*Aim of the exercise:* Each line below that includes the word "Бели" adds one to the count; give that count and nothing else.

Extracted data entries
──────

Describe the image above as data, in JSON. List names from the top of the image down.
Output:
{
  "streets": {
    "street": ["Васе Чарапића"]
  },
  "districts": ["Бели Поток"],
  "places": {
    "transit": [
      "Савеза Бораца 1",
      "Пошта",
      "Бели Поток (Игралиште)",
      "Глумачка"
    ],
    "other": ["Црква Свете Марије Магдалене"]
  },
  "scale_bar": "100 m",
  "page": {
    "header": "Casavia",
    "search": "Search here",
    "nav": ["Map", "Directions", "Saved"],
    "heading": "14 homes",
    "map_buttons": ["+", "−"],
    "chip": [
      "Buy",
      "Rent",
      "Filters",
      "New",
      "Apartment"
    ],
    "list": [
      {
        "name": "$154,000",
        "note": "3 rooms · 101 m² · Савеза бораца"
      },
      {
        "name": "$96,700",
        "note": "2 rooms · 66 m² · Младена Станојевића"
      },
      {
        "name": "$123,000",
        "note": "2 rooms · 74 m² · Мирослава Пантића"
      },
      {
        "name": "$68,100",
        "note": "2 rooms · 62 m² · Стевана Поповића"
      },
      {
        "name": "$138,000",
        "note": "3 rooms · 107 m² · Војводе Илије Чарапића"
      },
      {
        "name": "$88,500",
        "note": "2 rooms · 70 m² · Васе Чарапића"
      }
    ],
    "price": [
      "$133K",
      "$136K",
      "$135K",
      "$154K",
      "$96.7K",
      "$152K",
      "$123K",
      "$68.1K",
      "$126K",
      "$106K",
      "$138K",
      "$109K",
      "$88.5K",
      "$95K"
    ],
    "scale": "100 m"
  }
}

──────

*Result of this task:* 2